Last November, we released Portrait, an iOS app that helps create amazing, stylized selfies and portraits instantly.
With over a million downloads and many more portrait images created, we feel that the idea and vision of Portrait was more than confirmed. The central component of Portrait is an AI that is trained to clip portraits from the background, a technique we are eager to further improve and refine. In fact, Portrait helped us to explore a novel technique for image editing, as we were able to leverage a new powerful data set in photography: depth data.
We began feeding our AI models with the depth data from the iPhone Xs TrueDepth camera and had one goal in mind: to infer depth information for portrait imagery, or bringing three-dimensionality into a two-dimensional photo. Along the way, we created a new architecture concept, that allows performance and memory improvements through modularizing and reusing neural networks.
In the following article, we’d like to present some of our results along with the insights we made.
The New Cool: Depth Data
The usage of depth data in image editing initially became available with the iPhone 7 Plus when Apple introduced ‘Portrait Mode’. By combining a depth map and face detection, the devices are able to blur our distant objects and backgrounds, mimicking a ‘bokeh’ or depth of field effect, which is well known from DSLRs cameras.

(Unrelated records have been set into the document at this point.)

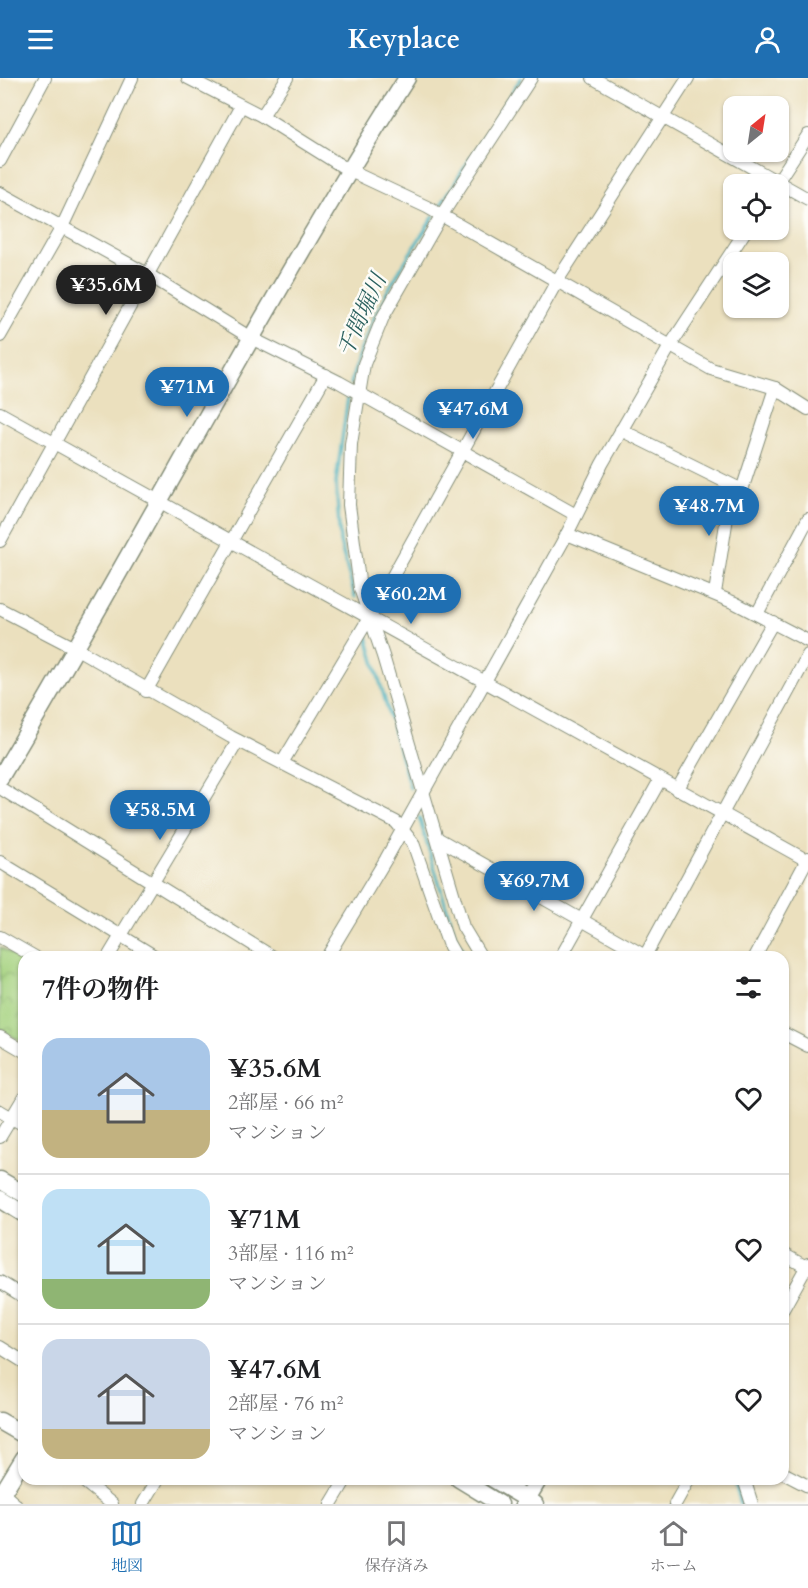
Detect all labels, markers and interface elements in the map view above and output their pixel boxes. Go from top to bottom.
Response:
text: Keyplace [348,21,460,58]
icon: menu [24,23,57,56]
icon: person [751,23,784,56]
north arrow [723,96,789,162]
map controls [723,96,789,318]
button: locate [723,174,789,240]
button: layers [723,252,789,318]
pin: ¥35.6M [57,265,155,316]
water label: 千間堀川 [330,267,394,362]
text: ¥35.6M [70,271,142,298]
pin: ¥71M [151,367,223,418]
text: ¥71M [159,373,215,400]
pin: ¥47.6M [424,389,522,440]
text: ¥47.6M [437,395,509,422]
pin: ¥48.7M [660,486,758,537]
text: ¥48.7M [673,492,745,519]
pin: ¥60.2M [362,574,460,625]
text: ¥60.2M [375,580,447,607]
pin: ¥58.5M [111,790,209,841]
text: ¥58.5M [124,796,196,823]
pin: ¥69.7M [485,861,583,912]
text: ¥69.7M [498,867,570,894]
icon: filters [732,971,765,1004]
text: 7件の物件 [42,972,159,1007]
text: ¥35.6M [228,1051,321,1086]
icon: home [90,1062,162,1134]
icon: heart [732,1082,765,1115]
text: 2部屋 · 66 m² [228,1089,344,1116]
text: マンション [228,1119,327,1146]
text: ¥71M [228,1202,301,1237]
icon: home [90,1213,162,1285]
icon: heart [732,1233,765,1266]
text: 3部屋 · 116 m² [228,1240,354,1267]
text: マンション [228,1270,327,1297]
text: ¥47.6M [228,1352,321,1387]
icon: home [90,1363,162,1435]
icon: heart [732,1383,765,1416]
text: 2部屋 · 76 m² [228,1390,344,1417]
text: マンション [228,1420,327,1447]
tab: 地図 [110,1517,143,1577]
tab: 保存済み [364,1517,428,1577]
tab: ホーム [649,1517,697,1577]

While the actual implementation varies, all major manufacturers nowadays offer a similar mode by incorporating depth data into their image editing pipeline. This is either achieved through the conventional dual or even triple camera on the back of a phone, dual-pixel offset calculations combined with machine learning or dedicated sensors like Apples TrueDepth module. In fact, for a modern flagship phone, some sort of depth based portrait mode is almost a commodity.
From a developers perspective, things look a little different: Depth data became a first-class citizen throughout the iOS APIs in iOS 11 and such data is now easily accessible on supported devices. Android users obviously have access to depth data as well, either by utilizing multiple cameras or by Googles dual-pixel based machine learning approach, seen in the newer Pixel 2 phones. But contrary to iOS, Android doesn’t yet offer a common developer interface to access such data. In fact, developers aren’t able to access any of the depth information Google or other manufacturers collected within their camera apps. This means developers would either need to implement the algorithm to infer depth from two images themselves or try to rebuild Googles sophisticated machine learning powered system. Neither of these options is practical and probably not even possible given the usual limitations to camera APIs.
So although being quite common, depth data isn’t as easily accessible for developers as one might think. Right now you’re out of luck on Android, dependent on hardware on iOS and even then limited to the 1.000$ flagship if you’re interested in depth for images taken with the front camera. And last but not least, across all devices and platforms, there is no way for you to generate a depth map for an existing image.
Despite the restrictions, we decided to first explore the power of depth for image editing, as depth data provides many new exciting creative possibilities:
If we have a depth map for a given image, our editing possibilities are increased dramatically. Instead of a 2D image, a flat plane of color values, we suddenly have a depth value for each individual pixel, which translates into a 3D landscape highlighting distinct objects in the foreground and a clear indication of background.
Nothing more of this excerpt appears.